Matt Fowler of IGN gave the episode a 10 out of 10, calling the finale "simple yet dazzlingly moving and stupendously satisfying." Fowler appreciated the ambiguity of the final scene, suggesting that it invited a "fascinating mini-debate (...) that works to actually draw you into the story more intimately," and praised the "heartwarming" nature of the reunion between Kevin and Nora. He summarized the episode as "The Leftovers boiled down to its most basic and beautiful form - a love story." Joshua Alston of The A.V. Club gave the episode an A, writing, "this is a finale likely to satisfy even those with the most stringent standards, those who have been nervous about how a show as broad and far-reaching as this one could possibly conclude in an appropriate way. Quite simply, it's one of the best series finales I've ever seen, and one that cements The Leftovers as one of the finest drama series in recent memory." Alston particularly praised the episode's small scale and intimate focus on Kevin and Nora's romance, referring to the final scene between the two characters as "one of the most moving and devastating minutes of television" he could remember.

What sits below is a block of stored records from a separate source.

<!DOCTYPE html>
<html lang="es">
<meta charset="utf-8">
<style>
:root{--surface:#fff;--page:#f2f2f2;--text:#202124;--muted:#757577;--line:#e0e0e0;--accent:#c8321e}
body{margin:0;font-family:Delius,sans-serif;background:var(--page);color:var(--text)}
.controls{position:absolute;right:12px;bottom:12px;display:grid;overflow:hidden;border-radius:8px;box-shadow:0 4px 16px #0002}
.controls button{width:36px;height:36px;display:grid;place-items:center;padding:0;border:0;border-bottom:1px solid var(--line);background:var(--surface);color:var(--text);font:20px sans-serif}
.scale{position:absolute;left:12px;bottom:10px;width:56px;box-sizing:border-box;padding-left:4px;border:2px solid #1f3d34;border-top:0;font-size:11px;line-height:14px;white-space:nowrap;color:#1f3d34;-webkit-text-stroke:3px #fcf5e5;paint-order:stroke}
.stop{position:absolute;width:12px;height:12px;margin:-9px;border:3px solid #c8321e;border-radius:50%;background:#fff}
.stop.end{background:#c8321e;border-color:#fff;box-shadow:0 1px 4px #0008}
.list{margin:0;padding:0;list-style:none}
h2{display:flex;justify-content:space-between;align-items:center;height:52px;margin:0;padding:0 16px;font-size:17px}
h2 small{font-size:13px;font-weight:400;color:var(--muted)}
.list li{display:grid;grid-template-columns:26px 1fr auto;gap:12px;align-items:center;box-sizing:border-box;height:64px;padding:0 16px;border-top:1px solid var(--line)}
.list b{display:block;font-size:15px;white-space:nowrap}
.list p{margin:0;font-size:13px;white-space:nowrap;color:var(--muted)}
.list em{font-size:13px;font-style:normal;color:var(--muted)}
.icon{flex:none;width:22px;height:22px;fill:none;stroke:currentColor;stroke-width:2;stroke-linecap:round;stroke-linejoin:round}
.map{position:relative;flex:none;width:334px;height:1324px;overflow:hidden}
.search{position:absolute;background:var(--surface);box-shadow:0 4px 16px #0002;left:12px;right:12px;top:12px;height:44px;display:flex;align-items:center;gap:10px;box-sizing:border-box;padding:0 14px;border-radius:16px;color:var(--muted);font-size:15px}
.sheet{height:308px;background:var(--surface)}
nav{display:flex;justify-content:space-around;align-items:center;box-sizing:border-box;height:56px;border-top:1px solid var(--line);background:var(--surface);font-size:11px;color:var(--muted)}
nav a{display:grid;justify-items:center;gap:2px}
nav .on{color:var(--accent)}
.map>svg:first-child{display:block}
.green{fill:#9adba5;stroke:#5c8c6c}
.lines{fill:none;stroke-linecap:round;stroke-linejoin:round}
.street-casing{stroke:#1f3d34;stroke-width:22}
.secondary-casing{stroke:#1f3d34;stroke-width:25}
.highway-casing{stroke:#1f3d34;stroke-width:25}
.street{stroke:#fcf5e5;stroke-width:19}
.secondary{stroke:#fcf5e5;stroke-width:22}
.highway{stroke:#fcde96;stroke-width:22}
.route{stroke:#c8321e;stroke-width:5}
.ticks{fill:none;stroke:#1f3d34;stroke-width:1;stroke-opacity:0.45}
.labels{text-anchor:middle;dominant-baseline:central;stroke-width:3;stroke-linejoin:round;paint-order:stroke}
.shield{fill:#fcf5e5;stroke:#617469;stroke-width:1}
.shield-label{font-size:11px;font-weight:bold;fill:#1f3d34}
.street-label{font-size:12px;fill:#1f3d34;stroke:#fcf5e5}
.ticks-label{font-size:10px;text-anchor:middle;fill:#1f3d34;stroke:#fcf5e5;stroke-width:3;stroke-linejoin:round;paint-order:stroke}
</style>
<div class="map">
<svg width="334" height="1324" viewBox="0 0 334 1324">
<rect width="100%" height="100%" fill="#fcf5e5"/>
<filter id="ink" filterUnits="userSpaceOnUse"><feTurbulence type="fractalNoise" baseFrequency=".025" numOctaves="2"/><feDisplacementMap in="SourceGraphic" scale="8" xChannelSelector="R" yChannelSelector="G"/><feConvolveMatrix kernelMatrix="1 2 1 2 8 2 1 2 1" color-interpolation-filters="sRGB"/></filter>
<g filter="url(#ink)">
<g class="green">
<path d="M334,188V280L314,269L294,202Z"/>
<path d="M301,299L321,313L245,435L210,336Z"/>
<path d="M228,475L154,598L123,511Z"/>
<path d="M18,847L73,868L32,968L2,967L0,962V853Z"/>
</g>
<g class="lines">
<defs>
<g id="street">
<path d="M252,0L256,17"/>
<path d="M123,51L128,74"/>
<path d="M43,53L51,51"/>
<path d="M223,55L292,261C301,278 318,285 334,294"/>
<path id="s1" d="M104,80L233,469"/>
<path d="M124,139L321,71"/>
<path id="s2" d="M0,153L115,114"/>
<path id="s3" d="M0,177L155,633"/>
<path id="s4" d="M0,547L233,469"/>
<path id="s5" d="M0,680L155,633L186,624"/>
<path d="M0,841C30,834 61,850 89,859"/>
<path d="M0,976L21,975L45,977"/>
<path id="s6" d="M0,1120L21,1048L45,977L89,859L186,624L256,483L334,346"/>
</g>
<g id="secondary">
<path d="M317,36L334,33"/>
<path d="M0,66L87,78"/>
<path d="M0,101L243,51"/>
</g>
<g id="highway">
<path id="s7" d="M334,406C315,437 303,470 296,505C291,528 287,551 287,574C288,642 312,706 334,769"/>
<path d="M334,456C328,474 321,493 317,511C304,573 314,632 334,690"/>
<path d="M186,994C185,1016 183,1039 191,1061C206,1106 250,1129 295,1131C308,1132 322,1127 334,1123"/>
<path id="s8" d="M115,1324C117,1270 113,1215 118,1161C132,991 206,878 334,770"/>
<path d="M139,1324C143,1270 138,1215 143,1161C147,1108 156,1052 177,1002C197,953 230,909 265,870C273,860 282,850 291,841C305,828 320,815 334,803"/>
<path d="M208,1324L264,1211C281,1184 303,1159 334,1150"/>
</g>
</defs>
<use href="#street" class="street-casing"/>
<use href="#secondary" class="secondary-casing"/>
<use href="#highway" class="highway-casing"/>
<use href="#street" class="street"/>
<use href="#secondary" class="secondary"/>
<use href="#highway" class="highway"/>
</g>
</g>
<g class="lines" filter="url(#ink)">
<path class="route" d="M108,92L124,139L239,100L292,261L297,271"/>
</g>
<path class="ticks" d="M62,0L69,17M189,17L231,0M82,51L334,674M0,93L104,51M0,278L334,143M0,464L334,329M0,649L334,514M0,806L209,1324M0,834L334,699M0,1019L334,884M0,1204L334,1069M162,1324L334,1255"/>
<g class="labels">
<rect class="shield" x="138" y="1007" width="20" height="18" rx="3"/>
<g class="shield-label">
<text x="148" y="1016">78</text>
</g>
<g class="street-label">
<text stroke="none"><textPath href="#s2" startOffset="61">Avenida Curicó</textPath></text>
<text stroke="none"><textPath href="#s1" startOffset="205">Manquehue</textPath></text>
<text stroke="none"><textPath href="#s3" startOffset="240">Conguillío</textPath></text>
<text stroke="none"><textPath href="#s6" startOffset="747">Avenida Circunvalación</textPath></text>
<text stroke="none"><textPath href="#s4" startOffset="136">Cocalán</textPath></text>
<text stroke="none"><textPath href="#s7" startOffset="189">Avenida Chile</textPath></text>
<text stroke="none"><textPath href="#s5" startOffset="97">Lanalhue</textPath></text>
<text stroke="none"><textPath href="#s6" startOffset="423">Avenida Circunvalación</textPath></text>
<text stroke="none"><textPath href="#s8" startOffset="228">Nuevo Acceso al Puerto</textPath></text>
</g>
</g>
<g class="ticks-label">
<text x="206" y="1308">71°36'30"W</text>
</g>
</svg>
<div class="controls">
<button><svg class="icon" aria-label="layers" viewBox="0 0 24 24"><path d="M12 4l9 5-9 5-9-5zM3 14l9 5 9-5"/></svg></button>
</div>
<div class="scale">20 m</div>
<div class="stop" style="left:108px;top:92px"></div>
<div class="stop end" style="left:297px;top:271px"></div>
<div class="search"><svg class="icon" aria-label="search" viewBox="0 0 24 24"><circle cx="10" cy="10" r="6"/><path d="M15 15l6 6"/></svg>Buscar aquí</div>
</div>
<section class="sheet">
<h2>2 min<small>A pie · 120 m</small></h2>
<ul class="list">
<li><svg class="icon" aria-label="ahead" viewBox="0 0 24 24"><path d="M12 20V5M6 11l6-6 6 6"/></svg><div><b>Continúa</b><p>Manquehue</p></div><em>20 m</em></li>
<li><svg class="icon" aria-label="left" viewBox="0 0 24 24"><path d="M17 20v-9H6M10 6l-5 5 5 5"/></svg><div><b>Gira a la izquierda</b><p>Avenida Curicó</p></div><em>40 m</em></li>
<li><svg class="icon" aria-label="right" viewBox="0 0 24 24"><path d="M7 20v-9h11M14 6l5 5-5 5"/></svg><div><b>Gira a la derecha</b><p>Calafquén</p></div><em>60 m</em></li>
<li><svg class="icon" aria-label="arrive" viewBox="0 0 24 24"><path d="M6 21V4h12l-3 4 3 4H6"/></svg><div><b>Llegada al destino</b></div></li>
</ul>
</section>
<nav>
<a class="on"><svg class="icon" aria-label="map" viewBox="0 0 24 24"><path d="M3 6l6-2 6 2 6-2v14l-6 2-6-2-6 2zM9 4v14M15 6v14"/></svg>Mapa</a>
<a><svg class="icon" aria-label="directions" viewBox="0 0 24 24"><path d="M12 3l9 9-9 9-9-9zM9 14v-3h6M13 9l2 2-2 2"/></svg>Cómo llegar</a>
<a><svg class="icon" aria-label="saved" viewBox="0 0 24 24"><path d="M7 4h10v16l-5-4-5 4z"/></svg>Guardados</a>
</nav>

Alan Sepinwall, writing for Uproxx, echoed the sentiment that the episode's ambiguity over Nora's story was a tonally and thematically appropriate way to end the series, writing, "We can treat this like Lindelof's previous series, or so many other great dramas of this century, and demand answers. Or we can recognize that The Leftovers never promised any — that, both within the narrative and throughout Lindelof's publicity for the show over the years, it could not have been more clear that answers to metaphysical questions were besides [sic] the point." Sepinwall reserved praise for Coon's performance, referring to the episode as "an hour of watching the hardest working woman in show business display all the range and raw power that gradually made Nora the most important person in the series' world." Sean T. Collins of Vulture gave the finale 5 out of 5 stars, commending the episode for conveying Nora's fate strictly through Coon's monologue. He wrote: "perhaps the most extraordinary thing that has ever happened to a human being in history gets boiled down to a story told over a kitchen table between two estranged lovers, in a calm but sad voice, with a placid but sad face. The Leftovers has the confidence in its camera and in its performers to convey the enormity of it all, and Nora's lonesome acceptance of that enormity, just by watching and listening to Carrie Coon talk."

Spencer Kornhaber of The Atlantic wrote, "a one-of-a-kind, utterly committed work of art and philosophy, the finale was a microcosm of The Leftovers itself. It opened terrifying and closed heart-wrenchingly; it was, at no point, predictable." Sophie Gilbert, who co-authored the review, reacted positively to the episode's suggestion of an alternate reality populated by the departed, calling it "a surprisingly elegant and plausible way to conclude such a remarkable work of television." Noel Murray of The New York Times praised the sequence in which Nora enters the LADR machine, calling it "almost unbearably intense." Murray was similarly positive about the episode's austere focus on Kevin and Nora, applauding Lindelof and the writers for "cleverly [using] that relationship to round out The Leftovers without delivering anything too on-the-nose or overly explanatory."